§ **What to produce**
Look through the data that follows and say how many of its lines contain "family", giving the number only.

Stored data entries
+ + + + +

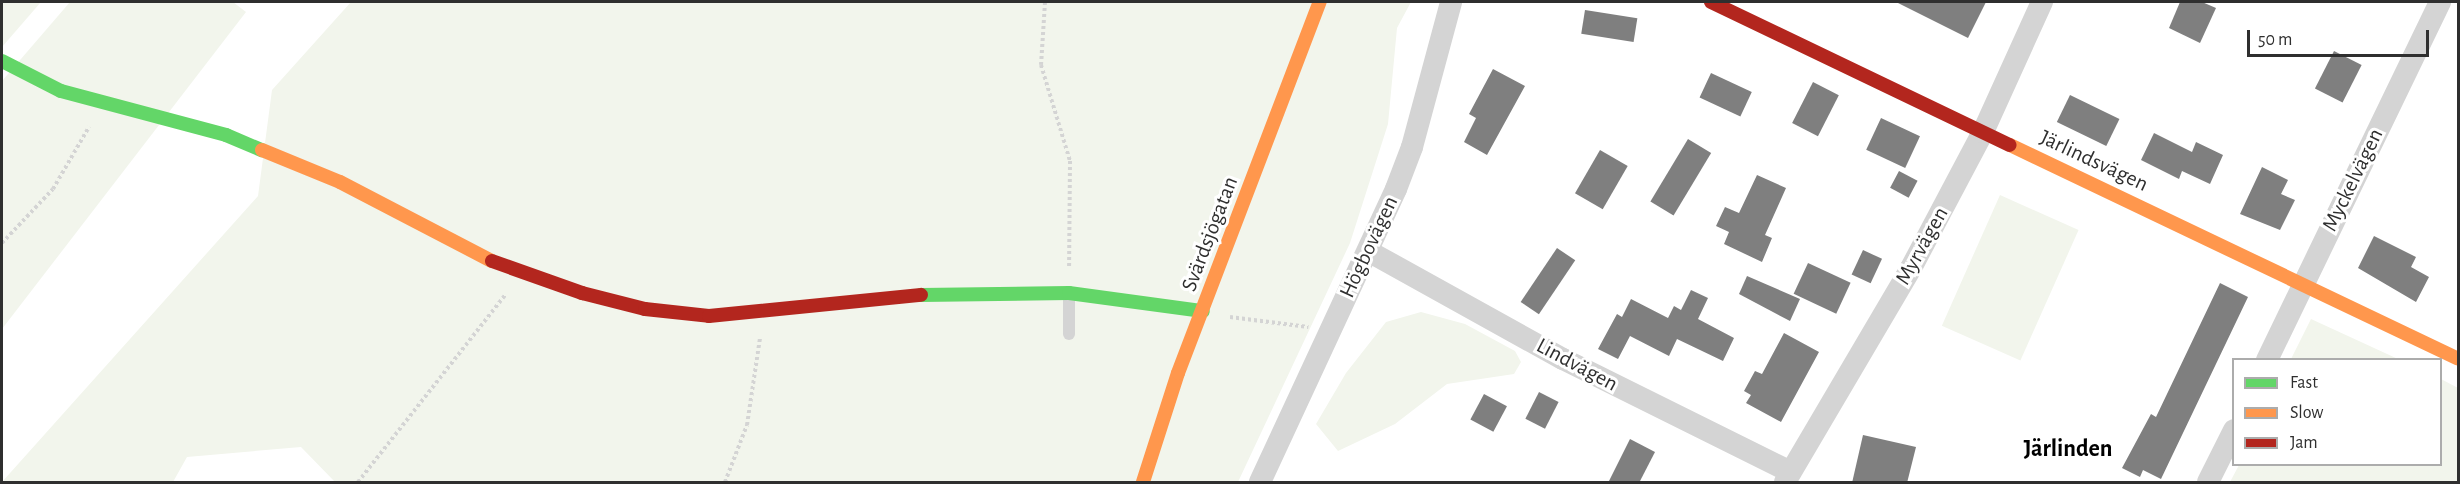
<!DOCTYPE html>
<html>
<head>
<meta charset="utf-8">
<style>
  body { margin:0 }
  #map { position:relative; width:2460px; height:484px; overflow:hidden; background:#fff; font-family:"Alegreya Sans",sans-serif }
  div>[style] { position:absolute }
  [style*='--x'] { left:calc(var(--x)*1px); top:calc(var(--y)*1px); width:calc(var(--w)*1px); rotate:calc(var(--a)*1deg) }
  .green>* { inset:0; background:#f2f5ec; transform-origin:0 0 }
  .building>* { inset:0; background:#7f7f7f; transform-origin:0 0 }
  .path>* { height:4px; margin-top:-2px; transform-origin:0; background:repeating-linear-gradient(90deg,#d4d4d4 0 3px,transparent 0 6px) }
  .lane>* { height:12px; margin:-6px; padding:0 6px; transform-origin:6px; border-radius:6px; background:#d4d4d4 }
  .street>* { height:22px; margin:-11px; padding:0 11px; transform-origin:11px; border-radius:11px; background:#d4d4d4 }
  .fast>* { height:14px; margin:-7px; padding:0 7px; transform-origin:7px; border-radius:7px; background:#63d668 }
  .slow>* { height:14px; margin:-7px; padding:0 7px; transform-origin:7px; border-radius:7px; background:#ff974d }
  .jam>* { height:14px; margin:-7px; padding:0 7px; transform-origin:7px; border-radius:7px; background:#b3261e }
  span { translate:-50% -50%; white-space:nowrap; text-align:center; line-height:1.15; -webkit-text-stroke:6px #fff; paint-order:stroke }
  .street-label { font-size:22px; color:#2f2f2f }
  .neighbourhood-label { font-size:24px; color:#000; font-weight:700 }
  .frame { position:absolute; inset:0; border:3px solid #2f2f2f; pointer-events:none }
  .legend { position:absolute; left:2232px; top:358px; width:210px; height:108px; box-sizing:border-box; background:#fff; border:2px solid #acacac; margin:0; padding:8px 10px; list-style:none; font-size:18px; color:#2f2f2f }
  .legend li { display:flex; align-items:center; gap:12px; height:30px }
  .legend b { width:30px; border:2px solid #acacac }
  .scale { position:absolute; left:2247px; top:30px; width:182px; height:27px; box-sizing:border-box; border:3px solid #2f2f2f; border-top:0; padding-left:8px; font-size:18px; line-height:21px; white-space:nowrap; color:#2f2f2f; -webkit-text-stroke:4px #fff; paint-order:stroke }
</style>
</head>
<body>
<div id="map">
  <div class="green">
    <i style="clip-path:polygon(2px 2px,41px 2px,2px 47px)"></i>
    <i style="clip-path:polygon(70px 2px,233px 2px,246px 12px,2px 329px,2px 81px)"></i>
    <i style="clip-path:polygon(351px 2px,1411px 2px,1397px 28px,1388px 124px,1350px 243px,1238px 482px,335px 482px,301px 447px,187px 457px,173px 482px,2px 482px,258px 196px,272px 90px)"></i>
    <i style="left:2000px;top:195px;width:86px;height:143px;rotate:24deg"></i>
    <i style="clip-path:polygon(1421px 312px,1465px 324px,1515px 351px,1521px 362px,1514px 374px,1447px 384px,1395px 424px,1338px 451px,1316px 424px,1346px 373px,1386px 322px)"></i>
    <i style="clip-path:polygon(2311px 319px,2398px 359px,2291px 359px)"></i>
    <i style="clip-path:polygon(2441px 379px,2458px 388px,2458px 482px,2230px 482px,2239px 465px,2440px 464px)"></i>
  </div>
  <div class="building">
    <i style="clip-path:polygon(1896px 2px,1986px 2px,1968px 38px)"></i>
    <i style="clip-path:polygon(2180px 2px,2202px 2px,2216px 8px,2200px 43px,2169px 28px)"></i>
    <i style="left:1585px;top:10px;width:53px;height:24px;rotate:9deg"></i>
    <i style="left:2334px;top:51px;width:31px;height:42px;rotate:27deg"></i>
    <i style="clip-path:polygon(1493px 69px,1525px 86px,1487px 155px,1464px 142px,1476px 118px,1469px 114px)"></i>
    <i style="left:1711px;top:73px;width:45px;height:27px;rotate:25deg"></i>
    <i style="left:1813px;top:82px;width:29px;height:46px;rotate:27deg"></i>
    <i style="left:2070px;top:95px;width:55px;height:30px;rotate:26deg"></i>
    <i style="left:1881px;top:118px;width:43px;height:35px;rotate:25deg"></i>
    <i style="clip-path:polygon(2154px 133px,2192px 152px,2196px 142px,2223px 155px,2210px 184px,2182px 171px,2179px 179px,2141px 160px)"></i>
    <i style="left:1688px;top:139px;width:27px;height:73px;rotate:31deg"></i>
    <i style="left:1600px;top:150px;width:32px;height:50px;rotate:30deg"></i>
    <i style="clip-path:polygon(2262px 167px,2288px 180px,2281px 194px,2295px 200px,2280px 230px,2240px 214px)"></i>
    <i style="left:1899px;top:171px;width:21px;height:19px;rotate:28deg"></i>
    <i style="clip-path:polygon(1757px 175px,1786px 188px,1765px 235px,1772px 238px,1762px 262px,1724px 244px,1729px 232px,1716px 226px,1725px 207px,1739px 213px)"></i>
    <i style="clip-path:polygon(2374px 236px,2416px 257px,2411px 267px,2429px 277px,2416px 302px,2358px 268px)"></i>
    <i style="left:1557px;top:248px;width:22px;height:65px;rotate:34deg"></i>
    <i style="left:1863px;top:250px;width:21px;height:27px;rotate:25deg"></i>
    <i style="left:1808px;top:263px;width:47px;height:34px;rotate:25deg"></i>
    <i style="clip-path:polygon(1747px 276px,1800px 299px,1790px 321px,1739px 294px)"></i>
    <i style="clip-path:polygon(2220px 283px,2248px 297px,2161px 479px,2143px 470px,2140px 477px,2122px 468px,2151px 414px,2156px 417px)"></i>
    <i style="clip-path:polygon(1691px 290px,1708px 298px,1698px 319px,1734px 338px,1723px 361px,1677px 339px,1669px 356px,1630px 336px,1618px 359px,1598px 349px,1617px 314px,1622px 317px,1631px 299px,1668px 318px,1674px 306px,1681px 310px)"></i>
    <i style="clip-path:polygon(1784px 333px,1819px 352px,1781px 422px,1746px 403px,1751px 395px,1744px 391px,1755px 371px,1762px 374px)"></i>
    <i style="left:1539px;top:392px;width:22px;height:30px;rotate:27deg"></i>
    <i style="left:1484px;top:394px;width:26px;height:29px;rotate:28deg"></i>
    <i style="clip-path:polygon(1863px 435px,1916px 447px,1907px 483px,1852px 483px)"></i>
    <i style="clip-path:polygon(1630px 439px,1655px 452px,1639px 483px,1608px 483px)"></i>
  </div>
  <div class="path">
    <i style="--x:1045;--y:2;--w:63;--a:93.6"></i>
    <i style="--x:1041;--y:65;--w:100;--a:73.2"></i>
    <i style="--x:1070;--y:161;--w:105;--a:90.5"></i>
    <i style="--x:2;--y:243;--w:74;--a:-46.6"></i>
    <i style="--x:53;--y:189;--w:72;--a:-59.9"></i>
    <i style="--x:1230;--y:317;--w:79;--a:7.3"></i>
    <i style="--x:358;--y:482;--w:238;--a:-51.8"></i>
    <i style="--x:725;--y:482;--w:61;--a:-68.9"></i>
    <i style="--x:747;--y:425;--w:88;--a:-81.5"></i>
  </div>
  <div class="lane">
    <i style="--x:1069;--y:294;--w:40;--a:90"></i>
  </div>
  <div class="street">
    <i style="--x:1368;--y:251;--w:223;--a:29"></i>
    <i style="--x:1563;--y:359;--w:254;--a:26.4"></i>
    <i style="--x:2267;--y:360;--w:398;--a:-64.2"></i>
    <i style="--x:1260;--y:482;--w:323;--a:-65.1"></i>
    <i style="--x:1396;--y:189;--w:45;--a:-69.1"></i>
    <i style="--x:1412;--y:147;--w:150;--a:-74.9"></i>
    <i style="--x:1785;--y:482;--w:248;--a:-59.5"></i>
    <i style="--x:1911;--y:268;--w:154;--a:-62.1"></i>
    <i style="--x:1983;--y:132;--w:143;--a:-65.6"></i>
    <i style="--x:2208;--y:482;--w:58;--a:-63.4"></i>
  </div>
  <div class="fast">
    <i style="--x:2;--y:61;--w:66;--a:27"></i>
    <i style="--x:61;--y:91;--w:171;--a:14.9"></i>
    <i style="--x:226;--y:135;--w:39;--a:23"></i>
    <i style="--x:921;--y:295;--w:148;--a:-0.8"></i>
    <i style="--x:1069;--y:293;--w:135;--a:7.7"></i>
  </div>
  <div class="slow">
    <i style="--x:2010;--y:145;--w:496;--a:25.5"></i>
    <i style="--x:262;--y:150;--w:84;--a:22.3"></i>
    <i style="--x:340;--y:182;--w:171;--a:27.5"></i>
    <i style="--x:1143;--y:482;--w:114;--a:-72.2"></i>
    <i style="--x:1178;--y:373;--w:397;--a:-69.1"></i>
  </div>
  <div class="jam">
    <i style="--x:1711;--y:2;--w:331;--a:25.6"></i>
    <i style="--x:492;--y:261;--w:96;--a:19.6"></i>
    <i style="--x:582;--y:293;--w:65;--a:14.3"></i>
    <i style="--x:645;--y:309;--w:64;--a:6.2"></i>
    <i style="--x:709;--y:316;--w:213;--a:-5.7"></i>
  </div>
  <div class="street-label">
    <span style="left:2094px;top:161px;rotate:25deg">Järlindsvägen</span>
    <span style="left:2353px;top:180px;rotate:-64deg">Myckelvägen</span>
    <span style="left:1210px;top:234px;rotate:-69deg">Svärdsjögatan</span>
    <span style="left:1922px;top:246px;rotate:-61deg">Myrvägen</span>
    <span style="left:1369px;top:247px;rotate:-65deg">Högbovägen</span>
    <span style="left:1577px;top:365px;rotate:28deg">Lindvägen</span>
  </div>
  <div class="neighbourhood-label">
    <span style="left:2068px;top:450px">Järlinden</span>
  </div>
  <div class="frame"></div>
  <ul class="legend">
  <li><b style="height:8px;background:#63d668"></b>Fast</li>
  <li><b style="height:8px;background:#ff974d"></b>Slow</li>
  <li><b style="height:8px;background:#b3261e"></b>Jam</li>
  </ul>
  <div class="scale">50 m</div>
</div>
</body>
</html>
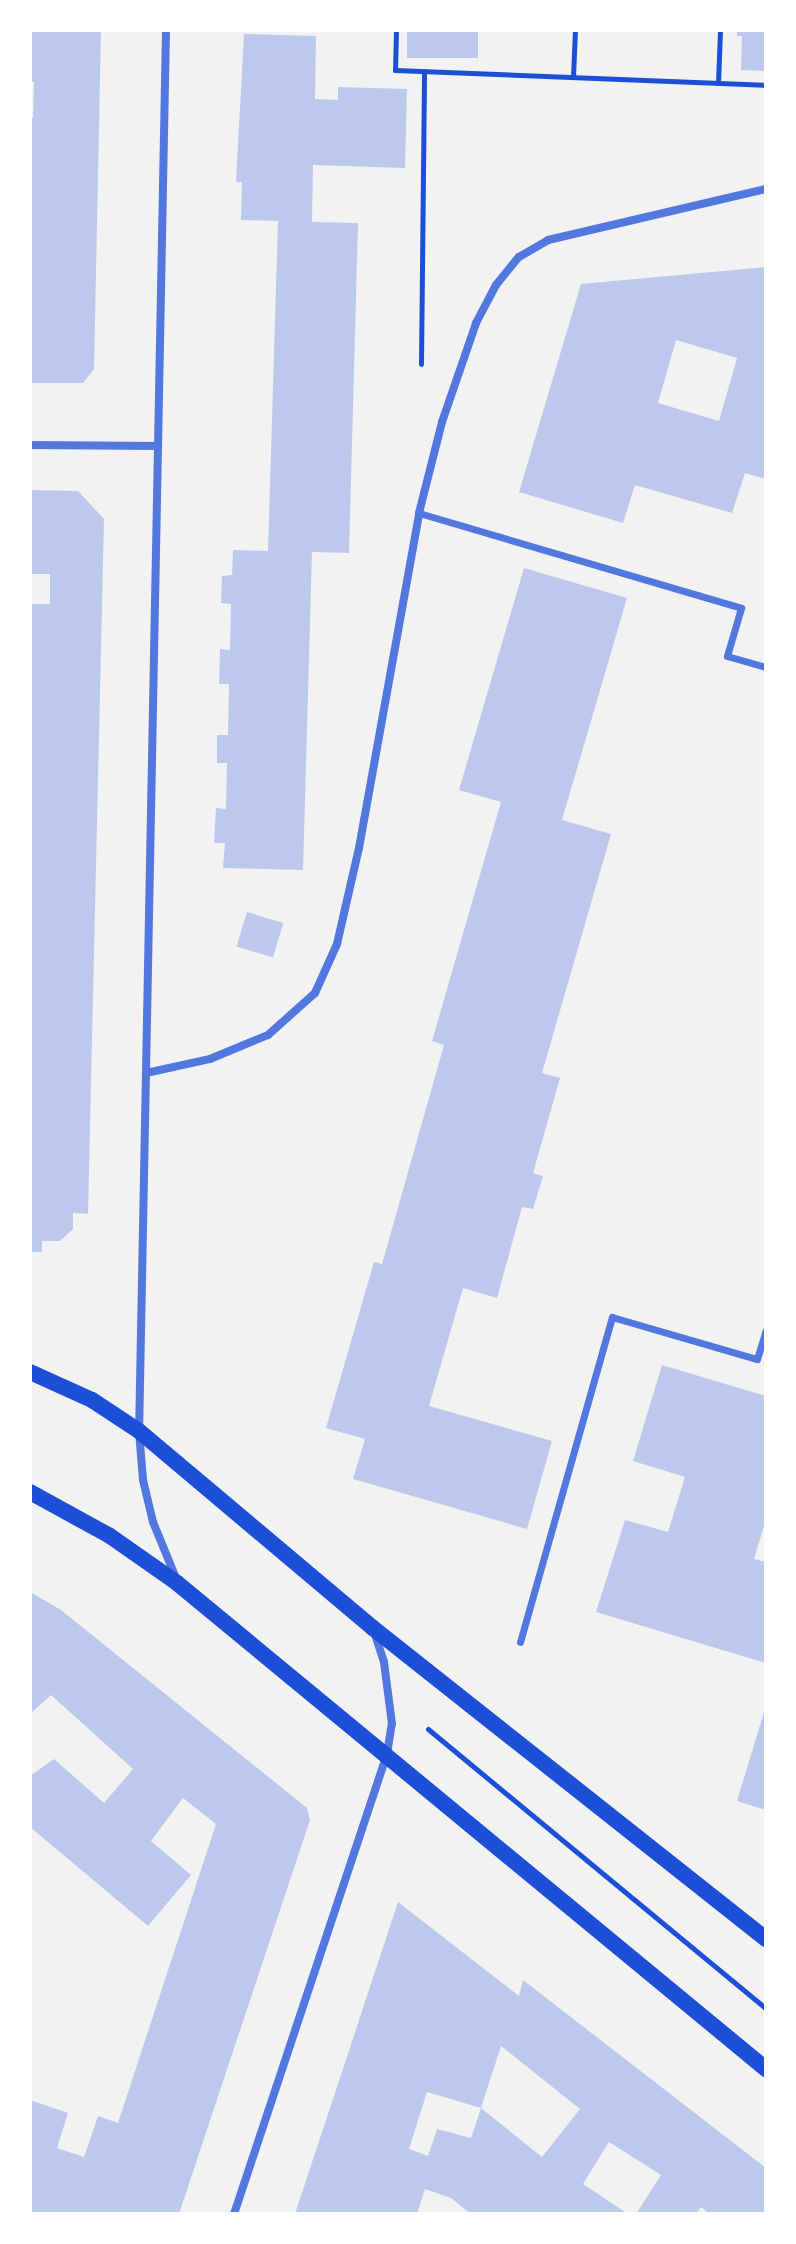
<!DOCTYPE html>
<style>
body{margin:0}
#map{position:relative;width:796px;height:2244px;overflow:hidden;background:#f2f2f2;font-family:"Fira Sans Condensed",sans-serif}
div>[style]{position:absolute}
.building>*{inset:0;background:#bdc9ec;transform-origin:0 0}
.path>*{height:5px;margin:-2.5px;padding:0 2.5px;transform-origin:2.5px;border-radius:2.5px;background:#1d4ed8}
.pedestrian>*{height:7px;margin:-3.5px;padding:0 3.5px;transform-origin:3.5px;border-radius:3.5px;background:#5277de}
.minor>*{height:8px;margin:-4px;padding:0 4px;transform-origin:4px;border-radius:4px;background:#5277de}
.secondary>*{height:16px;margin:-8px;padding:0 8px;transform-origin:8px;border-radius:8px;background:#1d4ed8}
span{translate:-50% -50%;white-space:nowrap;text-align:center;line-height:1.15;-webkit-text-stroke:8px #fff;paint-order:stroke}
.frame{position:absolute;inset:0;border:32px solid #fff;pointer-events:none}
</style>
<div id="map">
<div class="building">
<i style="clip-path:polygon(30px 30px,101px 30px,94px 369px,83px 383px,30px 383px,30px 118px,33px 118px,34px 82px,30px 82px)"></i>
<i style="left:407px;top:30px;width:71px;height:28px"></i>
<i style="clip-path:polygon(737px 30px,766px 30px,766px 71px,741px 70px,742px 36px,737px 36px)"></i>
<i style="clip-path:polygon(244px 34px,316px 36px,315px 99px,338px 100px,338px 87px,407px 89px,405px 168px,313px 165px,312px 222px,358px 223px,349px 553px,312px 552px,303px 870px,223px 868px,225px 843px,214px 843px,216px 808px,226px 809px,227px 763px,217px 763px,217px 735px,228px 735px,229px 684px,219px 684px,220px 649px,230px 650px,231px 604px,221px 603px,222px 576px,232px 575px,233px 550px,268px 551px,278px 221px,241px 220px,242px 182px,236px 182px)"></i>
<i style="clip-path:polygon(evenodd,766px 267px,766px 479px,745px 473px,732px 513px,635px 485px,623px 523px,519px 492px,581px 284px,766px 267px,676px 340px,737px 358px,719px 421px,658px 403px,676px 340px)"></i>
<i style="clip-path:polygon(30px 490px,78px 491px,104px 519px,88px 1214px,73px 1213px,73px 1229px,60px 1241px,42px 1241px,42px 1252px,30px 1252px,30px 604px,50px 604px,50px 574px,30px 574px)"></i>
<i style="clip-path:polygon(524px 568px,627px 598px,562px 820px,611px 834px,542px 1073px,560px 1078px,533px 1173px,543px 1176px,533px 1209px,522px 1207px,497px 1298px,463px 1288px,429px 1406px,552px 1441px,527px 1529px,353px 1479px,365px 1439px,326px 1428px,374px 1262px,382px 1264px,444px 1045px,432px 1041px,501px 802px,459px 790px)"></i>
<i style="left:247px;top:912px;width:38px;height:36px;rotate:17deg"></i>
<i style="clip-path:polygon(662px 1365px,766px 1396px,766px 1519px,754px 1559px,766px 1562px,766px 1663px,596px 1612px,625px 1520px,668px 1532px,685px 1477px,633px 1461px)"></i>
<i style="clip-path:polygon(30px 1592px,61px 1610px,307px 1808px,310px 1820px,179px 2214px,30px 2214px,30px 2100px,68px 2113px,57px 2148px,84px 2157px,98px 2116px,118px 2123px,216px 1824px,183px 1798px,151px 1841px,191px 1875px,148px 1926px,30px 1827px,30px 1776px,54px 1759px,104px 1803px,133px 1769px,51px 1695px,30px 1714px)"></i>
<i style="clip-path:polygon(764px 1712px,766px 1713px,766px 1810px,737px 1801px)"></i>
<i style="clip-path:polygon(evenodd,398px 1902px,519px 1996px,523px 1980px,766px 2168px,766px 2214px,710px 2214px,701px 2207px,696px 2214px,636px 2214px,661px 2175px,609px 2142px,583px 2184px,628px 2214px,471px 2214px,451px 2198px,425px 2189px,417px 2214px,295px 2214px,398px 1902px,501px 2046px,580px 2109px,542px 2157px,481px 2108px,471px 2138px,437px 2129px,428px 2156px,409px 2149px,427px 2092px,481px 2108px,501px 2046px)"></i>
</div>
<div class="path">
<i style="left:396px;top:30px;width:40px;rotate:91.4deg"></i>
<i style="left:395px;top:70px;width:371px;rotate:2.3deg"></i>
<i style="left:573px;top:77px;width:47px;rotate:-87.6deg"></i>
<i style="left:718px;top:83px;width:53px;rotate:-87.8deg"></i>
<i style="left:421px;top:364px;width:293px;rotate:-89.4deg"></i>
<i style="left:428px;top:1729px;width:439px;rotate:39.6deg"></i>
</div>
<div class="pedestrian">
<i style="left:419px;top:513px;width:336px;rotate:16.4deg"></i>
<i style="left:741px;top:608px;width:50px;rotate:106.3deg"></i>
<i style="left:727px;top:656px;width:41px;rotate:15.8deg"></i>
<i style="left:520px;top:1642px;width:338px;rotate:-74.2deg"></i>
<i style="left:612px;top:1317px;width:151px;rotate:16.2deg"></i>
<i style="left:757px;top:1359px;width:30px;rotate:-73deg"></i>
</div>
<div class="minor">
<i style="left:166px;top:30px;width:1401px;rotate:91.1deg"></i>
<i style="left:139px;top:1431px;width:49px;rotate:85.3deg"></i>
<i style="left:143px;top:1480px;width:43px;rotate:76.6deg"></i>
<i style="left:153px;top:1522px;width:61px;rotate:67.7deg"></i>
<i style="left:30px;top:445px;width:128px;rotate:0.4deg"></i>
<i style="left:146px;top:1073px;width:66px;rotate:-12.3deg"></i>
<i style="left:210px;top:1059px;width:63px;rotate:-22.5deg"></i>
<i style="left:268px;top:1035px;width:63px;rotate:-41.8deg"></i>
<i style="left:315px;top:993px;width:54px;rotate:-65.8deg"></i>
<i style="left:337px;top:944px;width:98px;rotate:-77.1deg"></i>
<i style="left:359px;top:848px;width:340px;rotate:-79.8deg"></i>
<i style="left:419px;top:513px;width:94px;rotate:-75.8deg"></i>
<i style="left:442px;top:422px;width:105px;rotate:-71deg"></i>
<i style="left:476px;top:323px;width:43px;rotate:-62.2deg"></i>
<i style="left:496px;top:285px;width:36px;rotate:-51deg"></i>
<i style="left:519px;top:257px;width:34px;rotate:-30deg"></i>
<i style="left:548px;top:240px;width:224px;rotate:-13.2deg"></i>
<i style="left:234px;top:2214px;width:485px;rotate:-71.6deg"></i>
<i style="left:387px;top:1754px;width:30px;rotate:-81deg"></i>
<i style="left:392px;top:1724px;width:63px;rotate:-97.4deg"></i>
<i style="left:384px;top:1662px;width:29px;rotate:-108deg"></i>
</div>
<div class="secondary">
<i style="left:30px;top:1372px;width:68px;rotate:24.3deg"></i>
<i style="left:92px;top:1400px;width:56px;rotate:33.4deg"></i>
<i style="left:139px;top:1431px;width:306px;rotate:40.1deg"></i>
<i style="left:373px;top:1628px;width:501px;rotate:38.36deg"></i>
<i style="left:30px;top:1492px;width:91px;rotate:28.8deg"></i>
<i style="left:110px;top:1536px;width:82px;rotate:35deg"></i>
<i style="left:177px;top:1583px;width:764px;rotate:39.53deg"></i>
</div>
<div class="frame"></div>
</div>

+ + + + +

§ **Solution for this exercise**
2